> Problem description
Restate the data below word for word. Skip any images it contains.

> Records for this exercise
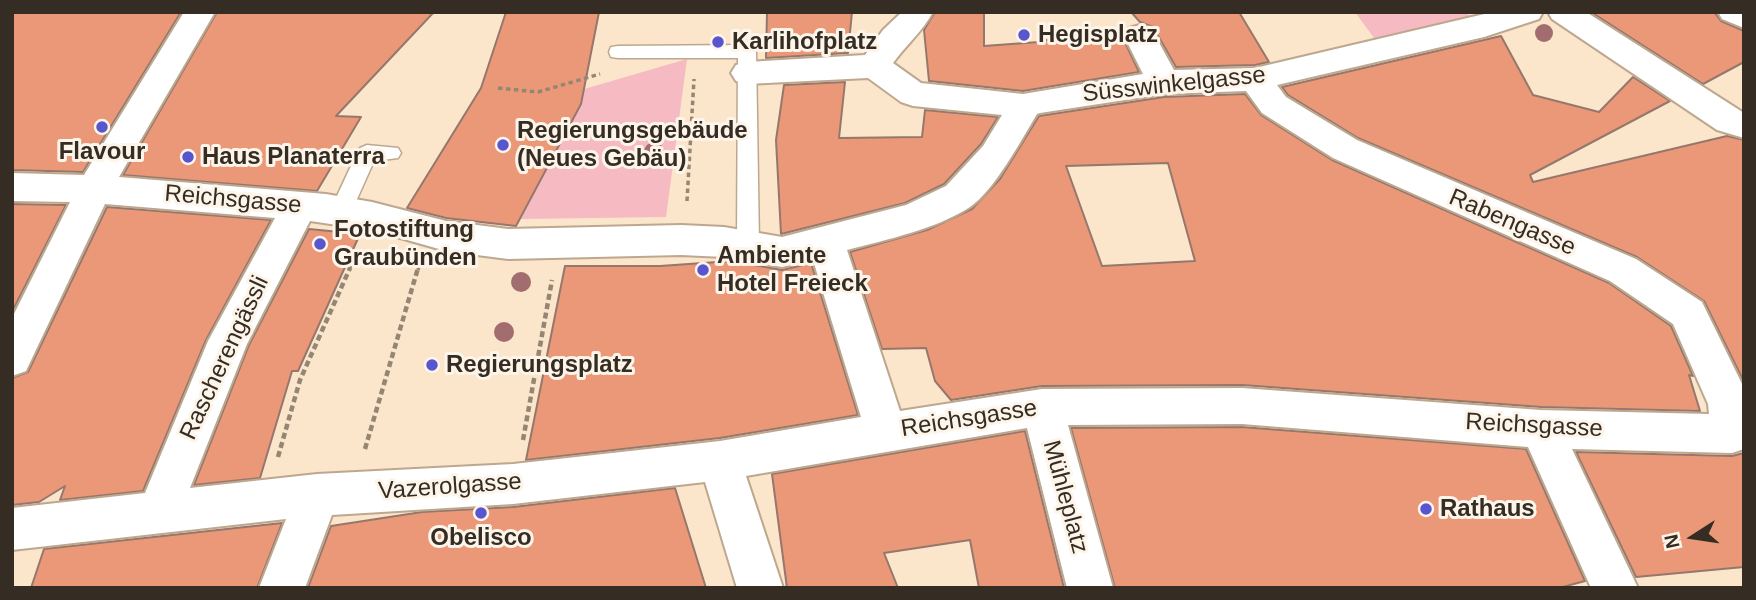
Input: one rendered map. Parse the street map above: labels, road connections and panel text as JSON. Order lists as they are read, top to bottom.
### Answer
{
  "streets": {
    "street": [
      "Süsswinkelgasse",
      "Reichsgasse",
      "Rabengasse",
      "Rascherengässli",
      "Vazerolgasse",
      "Mühleplatz"
    ]
  },
  "crossings": [
    ["Süsswinkelgasse", "Rabengasse"],
    ["Reichsgasse", "Rabengasse"],
    ["Reichsgasse", "Rascherengässli"],
    ["Reichsgasse", "Vazerolgasse"],
    ["Reichsgasse", "Mühleplatz"],
    ["Rascherengässli", "Vazerolgasse"]
  ],
  "places": [
    "Hegisplatz",
    "Karlihofplatz",
    "Flavour",
    "Regierungsgebäude (Neues Gebäu)",
    "Haus Planaterra",
    "Fotostiftung Graubünden",
    "Ambiente Hotel Freieck",
    "Regierungsplatz",
    "Rathaus",
    "Obelisco"
  ],
  "north": "left"
}
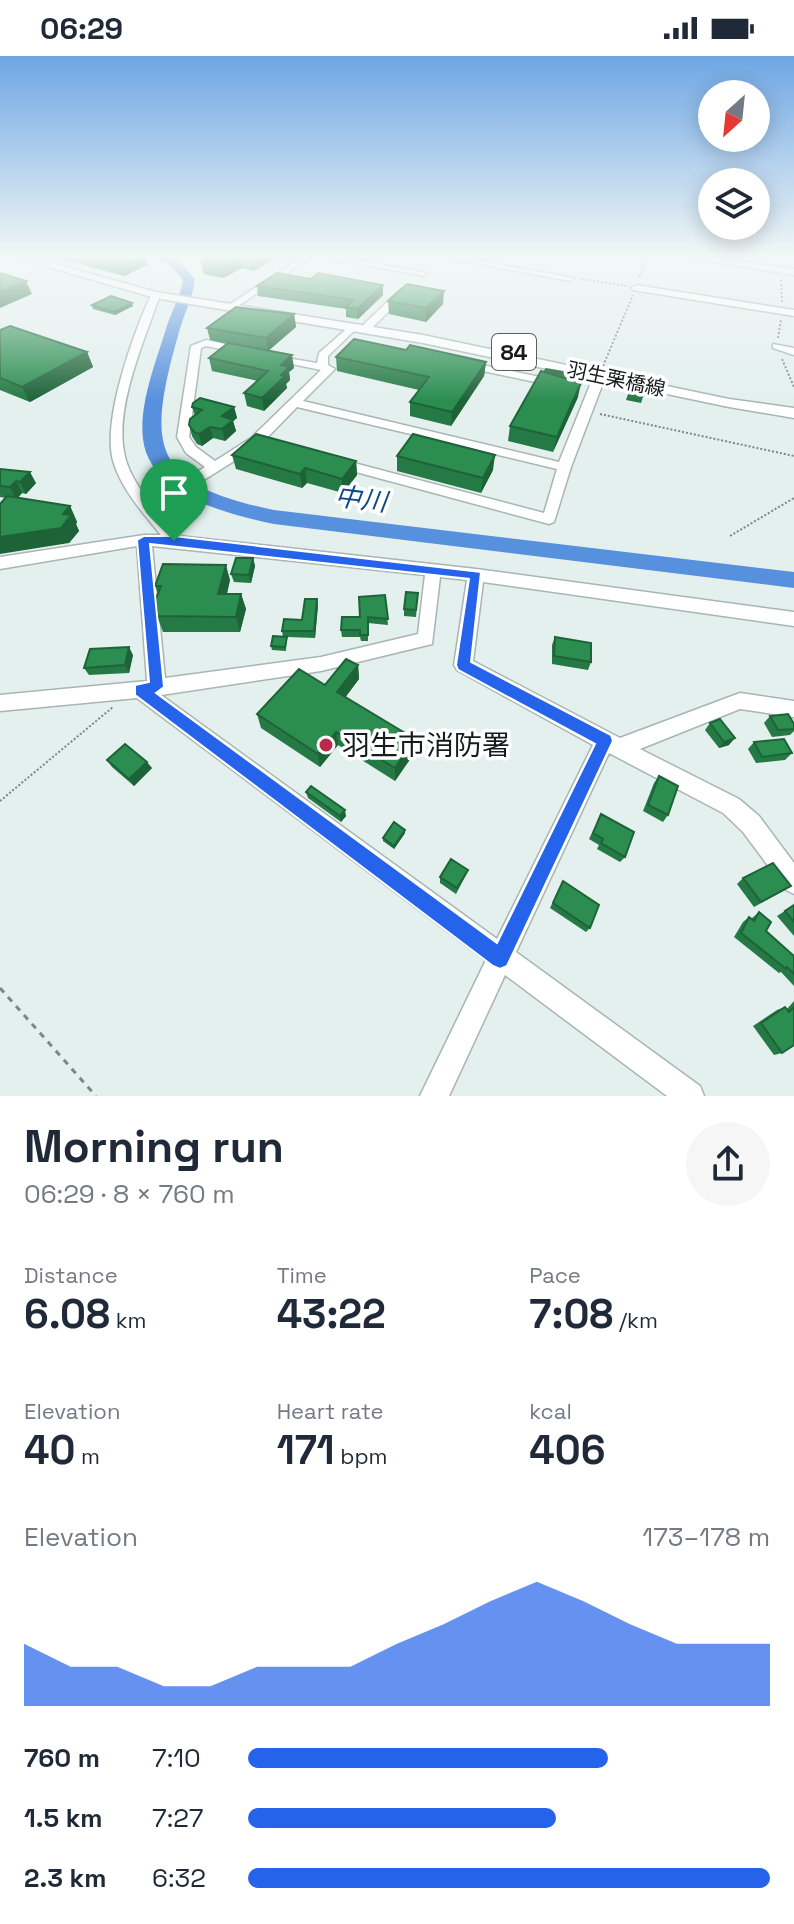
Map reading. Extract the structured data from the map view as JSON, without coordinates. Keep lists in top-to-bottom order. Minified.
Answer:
{"streets":{"main road":["84","羽生栗橋線"]},"water":["中川"],"places":["羽生市消防署"],"north":"bottom left","page":{"status":"06:29","heading":["Morning run","06:29 · 8 × 760 m"],"stats":[["Distance","6.08 km"],["Time","43:22"],["Pace","7:08 /km"],["Elevation","40 m"],["Heart rate","171 bpm"],["kcal","406"]],"chart":["Elevation","173–178 m"],"list":[{"name":"760 m","note":"7:10"},{"name":"1.5 km","note":"7:27"},{"name":"2.3 km","note":"6:32"}]}}
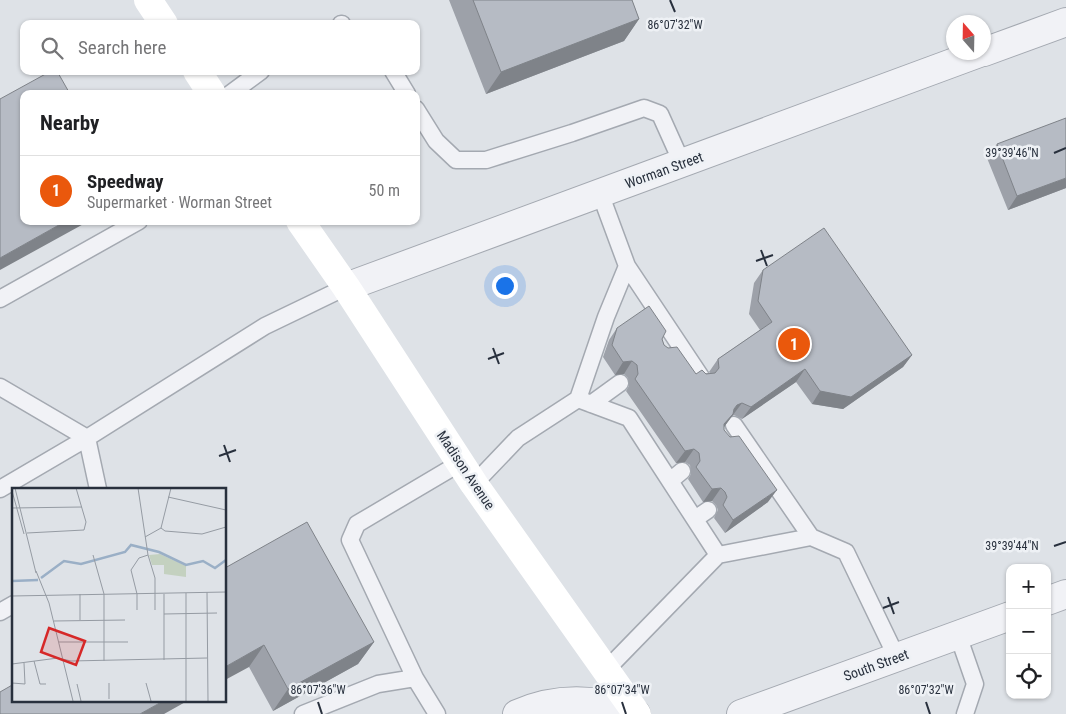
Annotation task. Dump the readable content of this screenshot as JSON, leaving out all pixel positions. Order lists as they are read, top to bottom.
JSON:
{
  "streets": {
    "main road": ["Madison Avenue"],
    "street": ["Worman Street", "South Street"]
  },
  "crossings": [
    ["Worman Street", "Madison Avenue"]
  ],
  "north": "top",
  "page": {
    "search": "Search here",
    "heading": "Nearby",
    "list": [
      {
        "mark": "1",
        "name": "Speedway",
        "note": "Supermarket · Worman Street",
        "value": "50 m"
      }
    ],
    "pins": "1",
    "map_buttons": ["+", "−"]
  },
  "coordinates": [
    "86°07'32\"W",
    "39°39'46\"N",
    "39°39'44\"N",
    "86°07'36\"W",
    "86°07'34\"W"
  ]
}
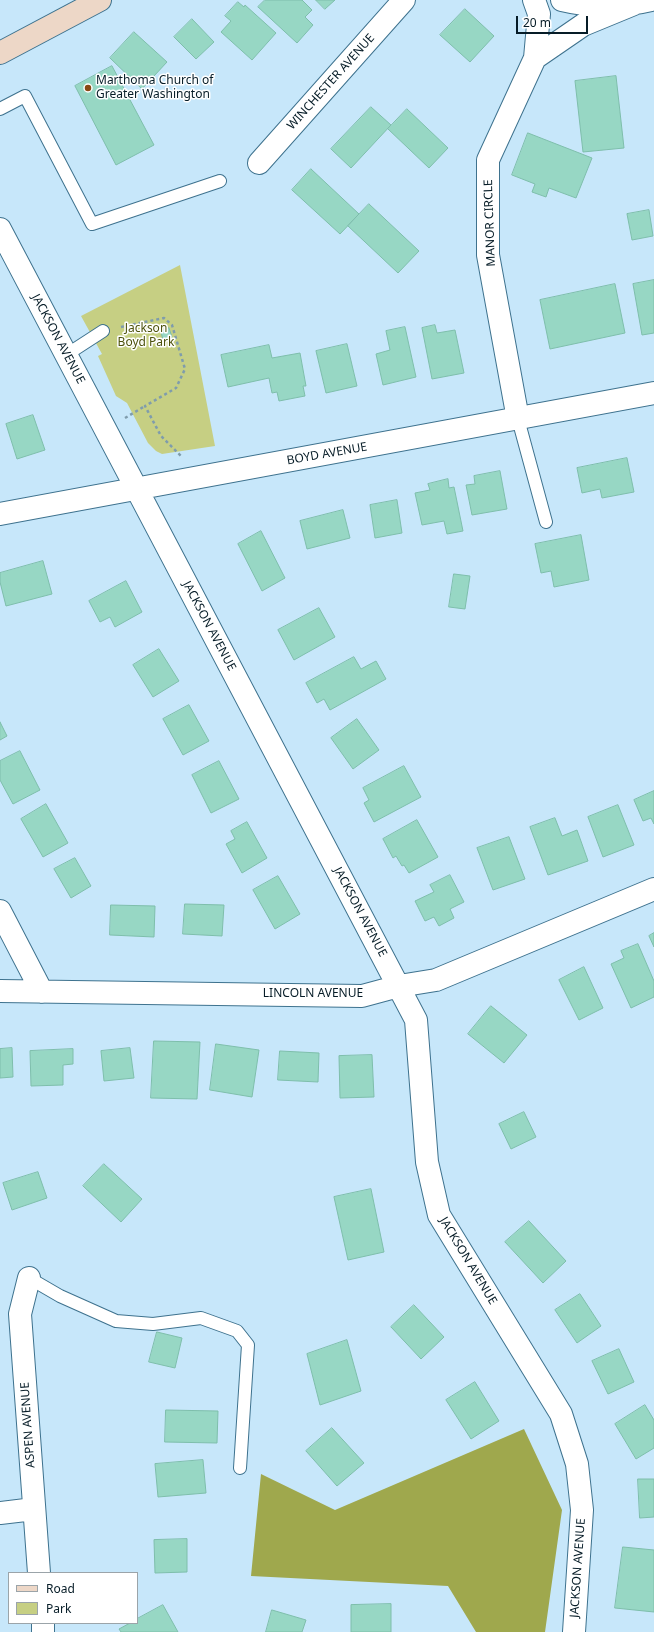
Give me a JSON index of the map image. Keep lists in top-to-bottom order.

> Reply
Input: one rendered map. Parse the street map above: labels, road connections and panel text as JSON. Order lists as they are read, top to bottom.
### Answer
{
  "streets": {
    "street": [
      "Süsswinkelgasse",
      "Reichsgasse",
      "Rabengasse",
      "Rascherengässli",
      "Vazerolgasse",
      "Mühleplatz"
    ]
  },
  "crossings": [
    ["Süsswinkelgasse", "Rabengasse"],
    ["Reichsgasse", "Rabengasse"],
    ["Reichsgasse", "Rascherengässli"],
    ["Reichsgasse", "Vazerolgasse"],
    ["Reichsgasse", "Mühleplatz"],
    ["Rascherengässli", "Vazerolgasse"]
  ],
  "places": [
    "Hegisplatz",
    "Karlihofplatz",
    "Flavour",
    "Regierungsgebäude (Neues Gebäu)",
    "Haus Planaterra",
    "Fotostiftung Graubünden",
    "Ambiente Hotel Freieck",
    "Regierungsplatz",
    "Rathaus",
    "Obelisco"
  ],
  "north": "left"
}
Map reading. Extract the structured data from the map view as JSON, without coordinates. Keep lists in top-to-bottom order. Minified.
Answer:
{"streets":{"main road":["84","羽生栗橋線"]},"water":["中川"],"places":["羽生市消防署"],"north":"bottom left","page":{"status":"06:29","heading":["Morning run","06:29 · 8 × 760 m"],"stats":[["Distance","6.08 km"],["Time","43:22"],["Pace","7:08 /km"],["Elevation","40 m"],["Heart rate","171 bpm"],["kcal","406"]],"chart":["Elevation","173–178 m"],"list":[{"name":"760 m","note":"7:10"},{"name":"1.5 km","note":"7:27"},{"name":"2.3 km","note":"6:32"}]}}
Annotation task. Dump the readable content of this screenshot as JSON, leaving out all pixel positions. Order lists as they are read, top to bottom.
JSON:
{
  "streets": {
    "main road": ["Madison Avenue"],
    "street": ["Worman Street", "South Street"]
  },
  "crossings": [
    ["Worman Street", "Madison Avenue"]
  ],
  "north": "top",
  "page": {
    "search": "Search here",
    "heading": "Nearby",
    "list": [
      {
        "mark": "1",
        "name": "Speedway",
        "note": "Supermarket · Worman Street",
        "value": "50 m"
      }
    ],
    "pins": "1",
    "map_buttons": ["+", "−"]
  },
  "coordinates": [
    "86°07'32\"W",
    "39°39'46\"N",
    "39°39'44\"N",
    "86°07'36\"W",
    "86°07'34\"W"
  ]
}
Give me a JSON index of the map image. Keep lists in top-to-bottom order.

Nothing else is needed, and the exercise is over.